Near-Field Antenna Measurements using a Lithium Niobate Photonic Probe

Authors: Vince Rodriguez, Brett Walkenhorst, and Jim Toney
Publication: EuCAP 2018
Copyright Owners: NSI-MI Technologies, Srico

Recently, a paper was presented in which a lithium niobate (LiNbO3) crystal electric field sensor was characterized as a possible probe for near-field antenna measurements. In the present paper, some preliminary measurements are presented. A standard gain horn operating in the X-band was measured in a spherical near-field range using the LiNbO3 probe as the near-field probe. The results are compared to computed data for said horn. An additional flat– plate, slotted array antenna operating in the X-band was also measured. The data was transformed to the far field and compared with previous measurements of said antenna performed using a traditional open-ended-waveguide (OEWG) probe. Additionally, the transform was used to backproject to the aperture of the antenna and the data show the two slots in the array that are covered with metallic tape. The transforms and back-projection suggest that these probes could be used as near-field probes in antenna measurements if some stability issues are corrected.

Expected Changes and Additions to the Antenna Measurement Standard IEEE Std 149TM

Authors: Vince Rodriguez, Lars Foged, Jeff Fordham
Publication: IEEE Conference on Antenna Measurements & Applications, September 3, 2018
Copyright Owner: NSI-MI Technologies, Microwave Vision Italy

The IEEE Standard 149 has not been revised since 1979. Over the years the Standard was reaffirmed without any changes. Recently the IEEE Standards association stopped the practice of reaffirming standards. This change in policy by the IEEE has been the “medicine” that this standard needed. A working group was organized and a project authorization request (PAR) was approved by IEEE for the document to be updated. In this paper, the expected changes to the document are described. The main change is to convert the standard to a recommended practice document. Additionally, some new techniques to measure antennas such as the use of reverberation chambers and compact ranges is discussed in more detail. Most importantly, a discussion on uncertainty is included. The result will be a very useful document for those designing and evaluating antenna test facilities, and those performing the antenna measurements.

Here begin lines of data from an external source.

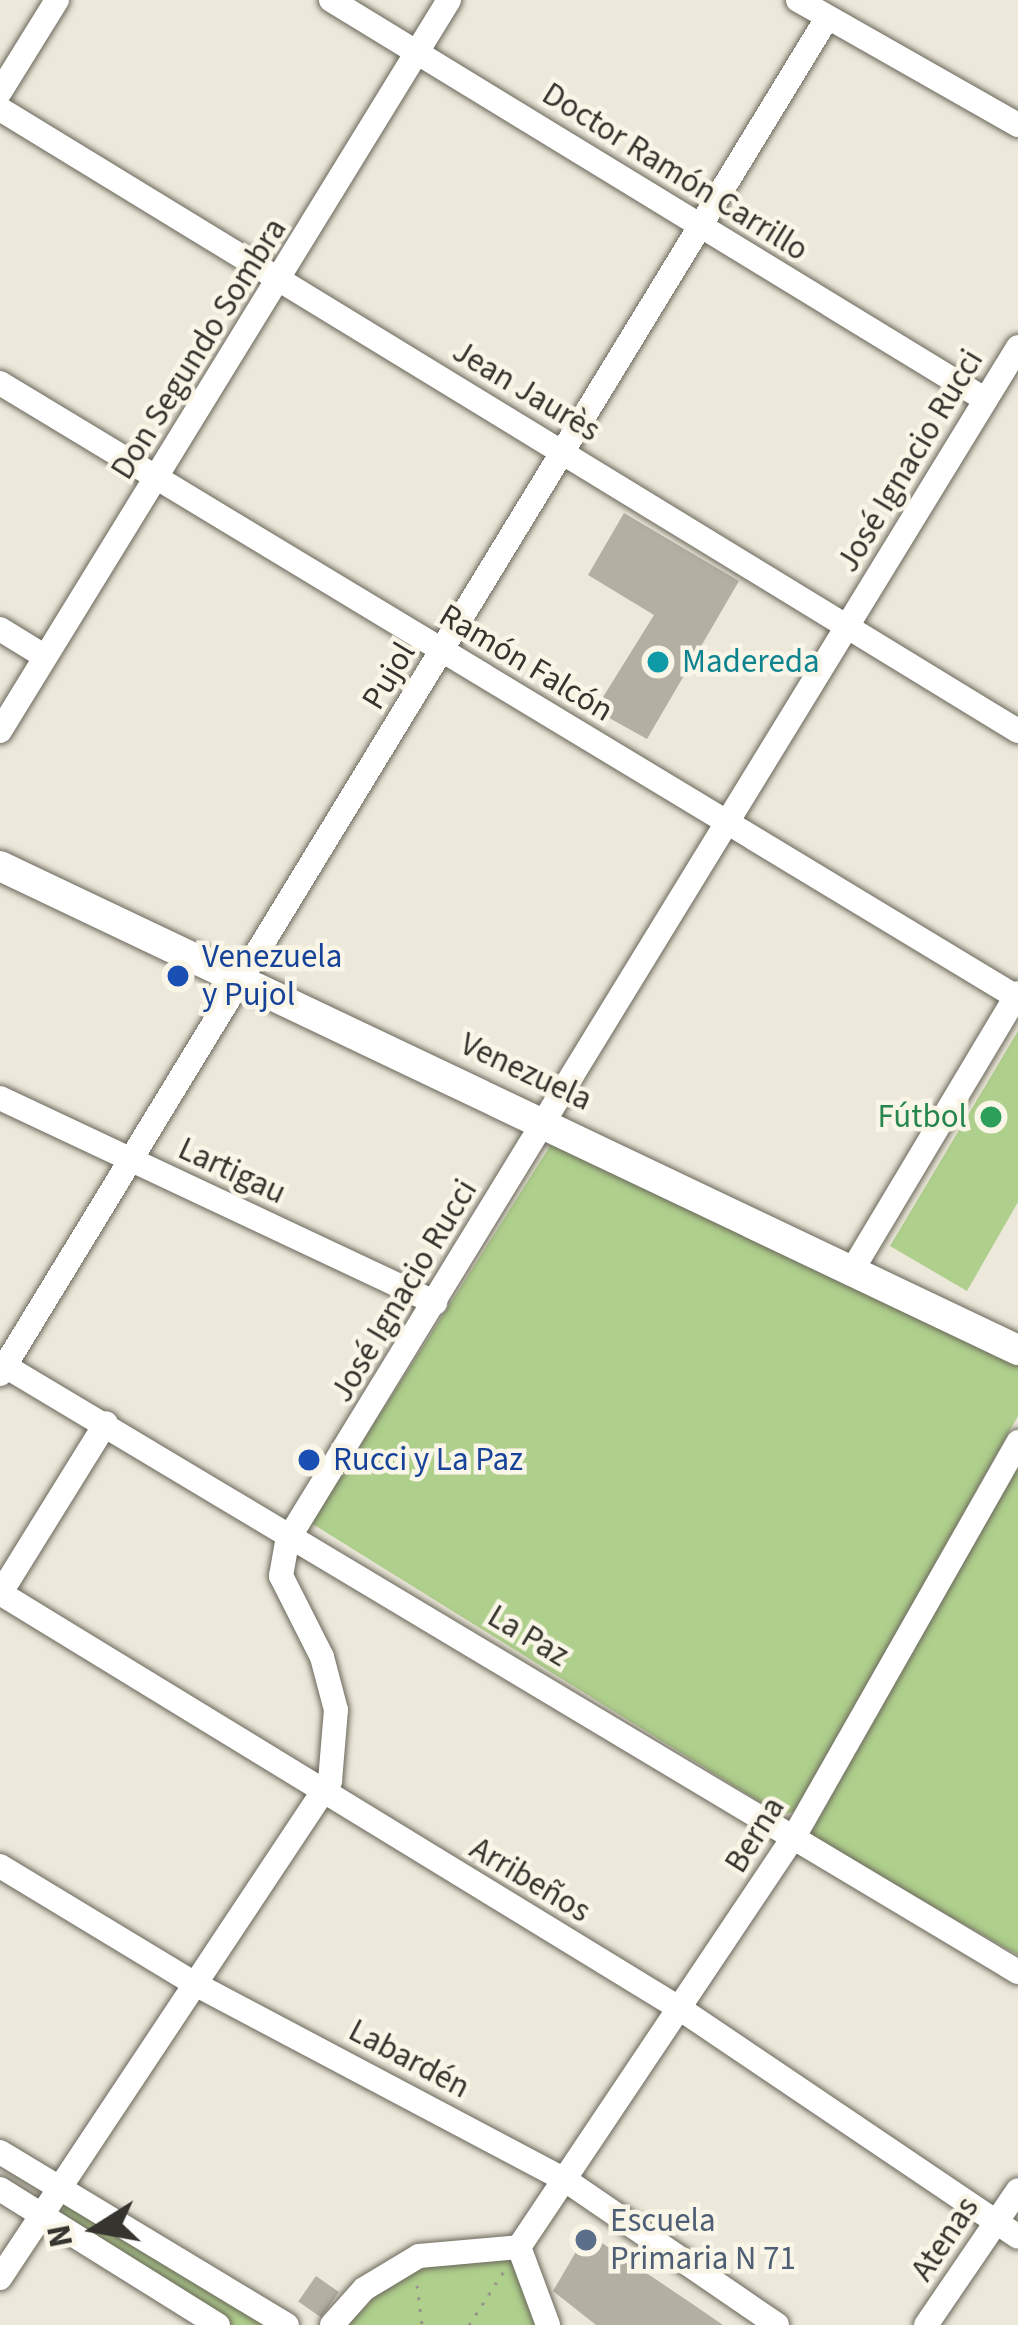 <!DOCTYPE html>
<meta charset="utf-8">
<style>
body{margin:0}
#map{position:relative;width:1018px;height:2325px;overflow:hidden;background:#ece8da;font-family:"Source Sans 3",sans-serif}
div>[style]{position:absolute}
.green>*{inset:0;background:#afcf8c}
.building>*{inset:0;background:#b3afa2;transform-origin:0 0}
.path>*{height:3px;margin-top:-1.5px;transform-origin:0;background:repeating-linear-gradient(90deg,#97958a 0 3px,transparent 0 12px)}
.roads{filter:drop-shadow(0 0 3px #6a675b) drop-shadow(0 0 3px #6a675b)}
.minor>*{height:24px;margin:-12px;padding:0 12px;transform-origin:12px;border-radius:12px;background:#fff}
.major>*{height:30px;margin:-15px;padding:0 15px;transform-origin:15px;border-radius:15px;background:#fff}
.dots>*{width:33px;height:33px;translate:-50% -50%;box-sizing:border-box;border:6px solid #f9f5e7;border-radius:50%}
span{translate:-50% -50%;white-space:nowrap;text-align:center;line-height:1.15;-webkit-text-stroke:9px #f9f5e7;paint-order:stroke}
.street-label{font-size:33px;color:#35342e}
.culture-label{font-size:33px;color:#0d838f}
.left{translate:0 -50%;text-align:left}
.transit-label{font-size:33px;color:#164399}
.leisure-label{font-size:33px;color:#27864d}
.right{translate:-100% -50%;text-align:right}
.service-label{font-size:33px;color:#4e5e75}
.north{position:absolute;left:36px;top:2169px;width:120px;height:120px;-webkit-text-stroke:9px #f9f5e7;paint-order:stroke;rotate:259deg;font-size:33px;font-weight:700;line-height:48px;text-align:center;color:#35342e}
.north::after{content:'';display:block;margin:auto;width:42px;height:54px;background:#35342e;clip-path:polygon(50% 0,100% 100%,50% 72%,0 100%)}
</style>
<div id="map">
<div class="green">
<i style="clip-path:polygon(1018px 1031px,1018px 1202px,967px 1291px,890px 1246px)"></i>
<i style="clip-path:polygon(557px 1135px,1018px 1360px,1018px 1416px,797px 1811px,781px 1815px,311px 1523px)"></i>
<i style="clip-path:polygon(1018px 1464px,1018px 1955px,809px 1836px)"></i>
<i style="clip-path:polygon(69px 2201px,269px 2325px,229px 2325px,58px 2219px)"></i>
<i style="clip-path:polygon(505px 2254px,519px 2264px,540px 2325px,347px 2325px,394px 2278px,426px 2263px)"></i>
</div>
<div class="building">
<i style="clip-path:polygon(624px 513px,739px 581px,647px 739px,595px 710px,654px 615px,588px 575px)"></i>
<i style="clip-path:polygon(587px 2233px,688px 2301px,723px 2325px,596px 2325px,553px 2291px)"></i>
<i style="left:316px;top:2276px;width:28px;height:31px;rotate:35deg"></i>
</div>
<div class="path">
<i style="left:417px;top:2285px;width:40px;rotate:82.9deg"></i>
<i style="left:469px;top:2325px;width:64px;rotate:-57.1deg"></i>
</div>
<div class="roads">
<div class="minor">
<i style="left:331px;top:0;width:767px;rotate:31.41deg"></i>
<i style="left:798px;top:0;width:253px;rotate:29.6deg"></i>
<i style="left:0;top:92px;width:108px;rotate:-58.2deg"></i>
<i style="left:0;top:109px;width:1193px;rotate:31.43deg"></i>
<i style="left:0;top:383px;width:1189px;rotate:31.14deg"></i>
<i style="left:0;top:629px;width:52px;rotate:31.5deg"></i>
<i style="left:0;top:731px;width:858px;rotate:-58.44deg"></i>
<i style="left:0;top:1098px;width:481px;rotate:25.2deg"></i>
<i style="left:854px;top:1267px;width:319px;rotate:-59.1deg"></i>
<i style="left:0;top:1363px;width:1186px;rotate:30.89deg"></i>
<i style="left:0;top:1374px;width:1588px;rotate:-58.62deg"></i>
<i style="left:0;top:1593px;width:799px;rotate:31.44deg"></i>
<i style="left:682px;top:2010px;width:405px;rotate:34deg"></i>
<i style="left:0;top:1594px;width:201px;rotate:-58.2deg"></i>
<i style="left:0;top:1866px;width:228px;rotate:31.2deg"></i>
<i style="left:195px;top:1984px;width:417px;rotate:27.9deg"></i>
<i style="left:564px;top:2179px;width:258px;rotate:34.4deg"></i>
<i style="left:0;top:2152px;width:335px;rotate:31.1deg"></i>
<i style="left:0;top:2189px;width:257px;rotate:32deg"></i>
<i style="left:519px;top:2247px;width:496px;rotate:-56.2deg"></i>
<i style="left:795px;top:1835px;width:452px;rotate:-60.4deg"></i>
<i style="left:519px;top:2247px;width:83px;rotate:69.6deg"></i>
<i style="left:0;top:2278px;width:597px;rotate:-56.42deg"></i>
<i style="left:330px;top:1781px;width:71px;rotate:-85.2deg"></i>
<i style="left:336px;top:1710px;width:55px;rotate:-104.8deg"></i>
<i style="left:322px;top:1657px;width:91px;rotate:-116.8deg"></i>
<i style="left:281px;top:1576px;width:36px;rotate:-80deg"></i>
<i style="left:287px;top:1541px;width:1400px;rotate:-58.52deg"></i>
<i style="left:332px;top:2325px;width:48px;rotate:-48.4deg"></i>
<i style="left:364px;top:2289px;width:64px;rotate:-31deg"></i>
<i style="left:419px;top:2256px;width:100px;rotate:-5.1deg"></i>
<i style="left:926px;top:2325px;width:163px;rotate:-55.7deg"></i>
</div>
<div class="major">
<i style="left:0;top:866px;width:1127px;rotate:25.43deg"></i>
</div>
</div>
<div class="dots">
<i style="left:658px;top:662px;background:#0f9aa8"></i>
<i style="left:178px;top:976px;background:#1a4fb4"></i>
<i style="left:991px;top:1117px;background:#2e9e5b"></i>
<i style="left:309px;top:1460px;background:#1a4fb4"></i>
<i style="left:586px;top:2240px;background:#5c6f8a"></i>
</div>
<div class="street-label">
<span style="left:675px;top:172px;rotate:32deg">Doctor Ramón Carrillo</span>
<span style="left:199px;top:349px;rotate:-58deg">Don Segundo Sombra</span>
<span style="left:526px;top:391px;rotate:31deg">Jean Jaurès</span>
<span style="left:910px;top:461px;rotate:-59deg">José Ignacio Rucci</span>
<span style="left:526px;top:663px;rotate:31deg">Ramón Falcón</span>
<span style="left:389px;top:676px;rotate:-59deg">Pujol</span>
<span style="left:526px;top:1072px;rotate:25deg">Venezuela</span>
<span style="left:232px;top:1171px;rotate:25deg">Lartigau</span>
<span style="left:404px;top:1291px;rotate:-59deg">José Ignacio Rucci</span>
<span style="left:528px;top:1636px;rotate:31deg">La Paz</span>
<span style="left:755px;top:1835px;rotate:-58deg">Berna</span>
<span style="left:530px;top:1880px;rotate:31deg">Arribeños</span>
<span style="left:409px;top:2059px;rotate:28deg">Labardén</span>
<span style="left:945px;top:2239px;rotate:-56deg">Atenas</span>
</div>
<div class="culture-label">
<span class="left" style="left:682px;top:662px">Madereda</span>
</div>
<div class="transit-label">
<span class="left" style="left:202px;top:976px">Venezuela<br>y Pujol</span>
<span class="left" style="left:333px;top:1460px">Rucci y La Paz</span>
</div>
<div class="leisure-label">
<span class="right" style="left:967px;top:1117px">Fútbol</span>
</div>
<div class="service-label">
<span class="left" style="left:610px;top:2240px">Escuela<br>Primaria N 71</span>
</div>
<div class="north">N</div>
</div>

Recommended Practice for Near-Field Antenna Measurements

Authors: Lars Foged, Vince Rodriguez, Jeff Fordham, Vikass Monebhurrun
Publication: IEEE Conference on Antenna Measurements & Applications, September 3, 2018
Copyright Owner: NSI-MI Technologies, Microwave Vision Italy, Chair IEEE Antennas & Propagation Standards Committee

The IEEE Standards Association Standards Board (IEEE-SASB) approved the IEEE Std 1720™ “Recommended Practice for Near Field Antenna Measurements” in 2012 [1]. More than fourty dedicated people from industry, academia and other institutions contributed to the creation of this new document. The main motivation for a new standard dedicated to near-field measurements was to complement the existing IEEE Std 149-1979™ “Test Procedures for Antennas” [2].

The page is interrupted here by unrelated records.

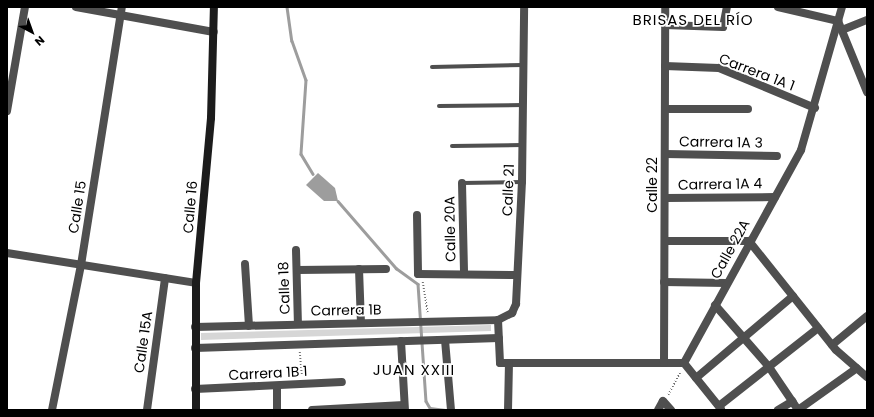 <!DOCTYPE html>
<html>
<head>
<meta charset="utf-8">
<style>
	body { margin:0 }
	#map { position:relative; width:874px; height:417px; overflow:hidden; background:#fff; font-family:Poppins,sans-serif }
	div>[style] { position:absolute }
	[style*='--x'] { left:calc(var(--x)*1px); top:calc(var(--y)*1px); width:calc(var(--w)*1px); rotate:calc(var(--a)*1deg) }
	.green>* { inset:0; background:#d6d6d6 }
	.water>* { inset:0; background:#9d9d9d }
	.stream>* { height:2.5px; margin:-1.25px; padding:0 1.25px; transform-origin:1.25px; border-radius:1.25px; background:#9d9d9d }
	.path>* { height:1.5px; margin-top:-0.75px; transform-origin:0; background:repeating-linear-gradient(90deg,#717171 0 1px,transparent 0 3px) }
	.lane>* { height:4px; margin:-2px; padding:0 2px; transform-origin:2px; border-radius:2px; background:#4f4f4f }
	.street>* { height:8px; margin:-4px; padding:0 4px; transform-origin:4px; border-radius:4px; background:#4f4f4f }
	.secondary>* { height:8px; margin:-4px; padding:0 4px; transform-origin:4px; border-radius:4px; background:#1c1c1c }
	span { translate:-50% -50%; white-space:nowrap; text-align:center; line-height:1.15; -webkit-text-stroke:3.5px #fff; paint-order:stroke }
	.street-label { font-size:14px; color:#000 }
	.neighbourhood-label { font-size:15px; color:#000; letter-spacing:1px }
	.frame { position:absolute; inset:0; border:8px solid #000; pointer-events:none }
	.north { position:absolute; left:12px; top:12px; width:40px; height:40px; -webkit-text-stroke:3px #fff; paint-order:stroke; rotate:139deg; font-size:11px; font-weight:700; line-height:16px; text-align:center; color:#000 }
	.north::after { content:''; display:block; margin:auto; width:14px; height:18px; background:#000; clip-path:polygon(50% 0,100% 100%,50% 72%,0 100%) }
</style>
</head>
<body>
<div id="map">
	<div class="green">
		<i style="clip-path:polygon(491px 325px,491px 331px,201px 340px,201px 333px)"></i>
	</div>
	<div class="water">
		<i style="clip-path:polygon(318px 173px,335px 188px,338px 201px,324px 201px,306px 185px)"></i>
	</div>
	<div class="stream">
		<i style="--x:287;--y:7;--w:34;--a:82"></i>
		<i style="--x:292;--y:41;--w:41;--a:70.3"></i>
		<i style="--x:306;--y:80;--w:74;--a:93.9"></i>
		<i style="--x:301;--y:154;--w:23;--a:59"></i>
		<i style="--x:338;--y:201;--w:89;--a:49.1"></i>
		<i style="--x:396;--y:268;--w:27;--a:36"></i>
		<i style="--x:418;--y:284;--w:117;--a:86.1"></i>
		<i style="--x:426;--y:401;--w:8;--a:60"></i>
		<i style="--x:430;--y:408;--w:17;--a:7"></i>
	</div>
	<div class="path">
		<i style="--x:423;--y:282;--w:31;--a:81"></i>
		<i style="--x:300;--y:352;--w:24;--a:85"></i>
		<i style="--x:668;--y:395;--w:26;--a:-62"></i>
	</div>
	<div class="lane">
		<i style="--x:432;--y:67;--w:91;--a:-1.3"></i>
		<i style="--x:439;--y:106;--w:84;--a:-0.7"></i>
		<i style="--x:452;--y:146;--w:70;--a:-0.8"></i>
		<i style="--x:462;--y:183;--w:60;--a:-1"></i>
	</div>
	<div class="street">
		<i style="--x:76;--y:7;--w:140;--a:10.3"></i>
		<i style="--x:778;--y:7;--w:62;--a:13.1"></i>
		<i style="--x:838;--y:21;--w:77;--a:67.8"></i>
		<i style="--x:665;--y:25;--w:58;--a:2"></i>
		<i style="--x:723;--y:27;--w:20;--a:-79"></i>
		<i style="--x:842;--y:30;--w:27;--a:-22"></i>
		<i style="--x:665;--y:66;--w:54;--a:2.1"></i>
		<i style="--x:719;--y:68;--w:104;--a:22.6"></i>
		<i style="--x:665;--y:109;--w:83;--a:0"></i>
		<i style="--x:7;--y:111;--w:106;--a:-80.2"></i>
		<i style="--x:665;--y:154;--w:112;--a:1"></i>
		<i style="--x:462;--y:183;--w:91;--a:88.7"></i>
		<i style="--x:665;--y:198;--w:110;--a:-0.5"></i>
		<i style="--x:417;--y:215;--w:59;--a:89"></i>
		<i style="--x:418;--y:274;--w:99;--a:0.6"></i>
		<i style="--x:665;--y:241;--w:84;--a:0"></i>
		<i style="--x:749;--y:241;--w:139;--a:51.4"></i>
		<i style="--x:836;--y:350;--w:41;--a:41.1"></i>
		<i style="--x:296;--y:250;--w:74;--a:88.5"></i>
		<i style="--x:7;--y:253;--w:191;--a:9"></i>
		<i style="--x:245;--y:264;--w:62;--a:86.3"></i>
		<i style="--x:359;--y:269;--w:54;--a:87.9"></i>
		<i style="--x:297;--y:270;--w:89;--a:-0.6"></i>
		<i style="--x:664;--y:282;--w:62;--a:0.9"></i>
		<i style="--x:715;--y:305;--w:82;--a:48.9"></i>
		<i style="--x:769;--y:367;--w:52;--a:56"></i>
		<i style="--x:498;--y:320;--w:43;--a:87.3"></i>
		<i style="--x:500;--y:363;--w:184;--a:0"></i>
		<i style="--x:195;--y:327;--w:303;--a:-1.3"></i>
		<i style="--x:498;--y:320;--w:16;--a:-27"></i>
		<i style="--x:512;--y:313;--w:10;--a:-66"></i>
		<i style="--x:516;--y:304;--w:122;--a:-87.2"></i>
		<i style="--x:522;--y:182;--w:175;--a:-89.3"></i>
		<i style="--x:445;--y:340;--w:70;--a:85.1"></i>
		<i style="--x:401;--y:341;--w:69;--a:86.7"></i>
		<i style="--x:832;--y:345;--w:45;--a:-39.6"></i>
		<i style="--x:195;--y:348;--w:304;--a:-1.9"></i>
		<i style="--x:664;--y:363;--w:356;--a:-89.8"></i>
		<i style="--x:684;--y:363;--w:243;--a:-61.2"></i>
		<i style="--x:801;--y:150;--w:149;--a:-74"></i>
		<i style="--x:684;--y:363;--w:59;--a:51.2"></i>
		<i style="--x:696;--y:378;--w:127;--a:-40.2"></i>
		<i style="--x:277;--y:386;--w:24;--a:90"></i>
		<i style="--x:195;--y:389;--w:147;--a:-2.7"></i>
		<i style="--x:719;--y:406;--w:126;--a:-38.2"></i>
		<i style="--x:52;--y:410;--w:148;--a:-78.7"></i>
		<i style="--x:81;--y:265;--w:261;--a:-81"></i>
		<i style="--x:147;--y:410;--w:133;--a:-82.2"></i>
		<i style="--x:312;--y:410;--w:92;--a:-3.1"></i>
		<i style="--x:508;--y:410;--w:47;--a:-88.8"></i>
		<i style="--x:658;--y:410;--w:10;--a:-61"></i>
		<i style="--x:663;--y:401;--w:12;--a:48"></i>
		<i style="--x:778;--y:410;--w:17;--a:-31"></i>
		<i style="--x:798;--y:410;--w:72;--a:-35.4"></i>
	</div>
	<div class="secondary">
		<i style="--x:196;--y:410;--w:127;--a:-90"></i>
		<i style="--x:196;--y:283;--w:166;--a:-84.8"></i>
		<i style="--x:211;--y:118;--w:111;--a:-88.5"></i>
	</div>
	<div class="street-label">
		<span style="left:757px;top:72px;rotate:21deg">Carrera 1A 1</span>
		<span style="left:721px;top:142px;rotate:1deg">Carrera 1A 3</span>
		<span style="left:720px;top:184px;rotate:-1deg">Carrera 1A 4</span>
		<span style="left:652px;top:185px;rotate:-90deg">Calle 22</span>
		<span style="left:508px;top:190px;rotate:-88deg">Calle 21</span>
		<span style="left:77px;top:207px;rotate:-81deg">Calle 15</span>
		<span style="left:190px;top:207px;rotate:-85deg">Calle 16</span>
		<span style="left:450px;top:229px;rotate:-91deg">Calle 20A</span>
		<span style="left:730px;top:249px;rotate:-61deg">Calle 22A</span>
		<span style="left:284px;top:288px;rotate:-92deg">Calle 18</span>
		<span style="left:346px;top:310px;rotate:-1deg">Carrera 1B</span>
		<span style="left:143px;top:342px;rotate:-82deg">Calle 15A</span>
		<span style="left:268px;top:373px;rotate:-3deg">Carrera 1B 1</span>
	</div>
	<div class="neighbourhood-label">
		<span style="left:693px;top:20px">BRISAS DEL RÍO</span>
		<span style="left:414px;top:370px">JUAN XXIII</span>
	</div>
	<div class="frame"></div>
	<div class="north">N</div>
</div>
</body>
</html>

On Selecting the Most Suitable Range for Antenna Measurements in the VHF-UHF Range

Author: Vince Rodriguez
Publication: IEEE Conference on Antenna Measurements & Applications, September 3, 2018
Copyright Owner: NSI-MI Technologies

It is desirable to have a single facility to serve all the antenna measurement needs of an organization of company. However, there is not a one-size-fits-all antenna measurement facility to meet all antennas and frequency ranges. Trying to design and operate a Jack-of-all-trades facility is unrealistic. Such facilities may be ideal for testing part of the frequency range and types of antennas but may not be the ideal solution for certain applications. In this papers suggestions and recommendations are given for specific types of antennas mainly operating in the 30 to 3000 MHz range.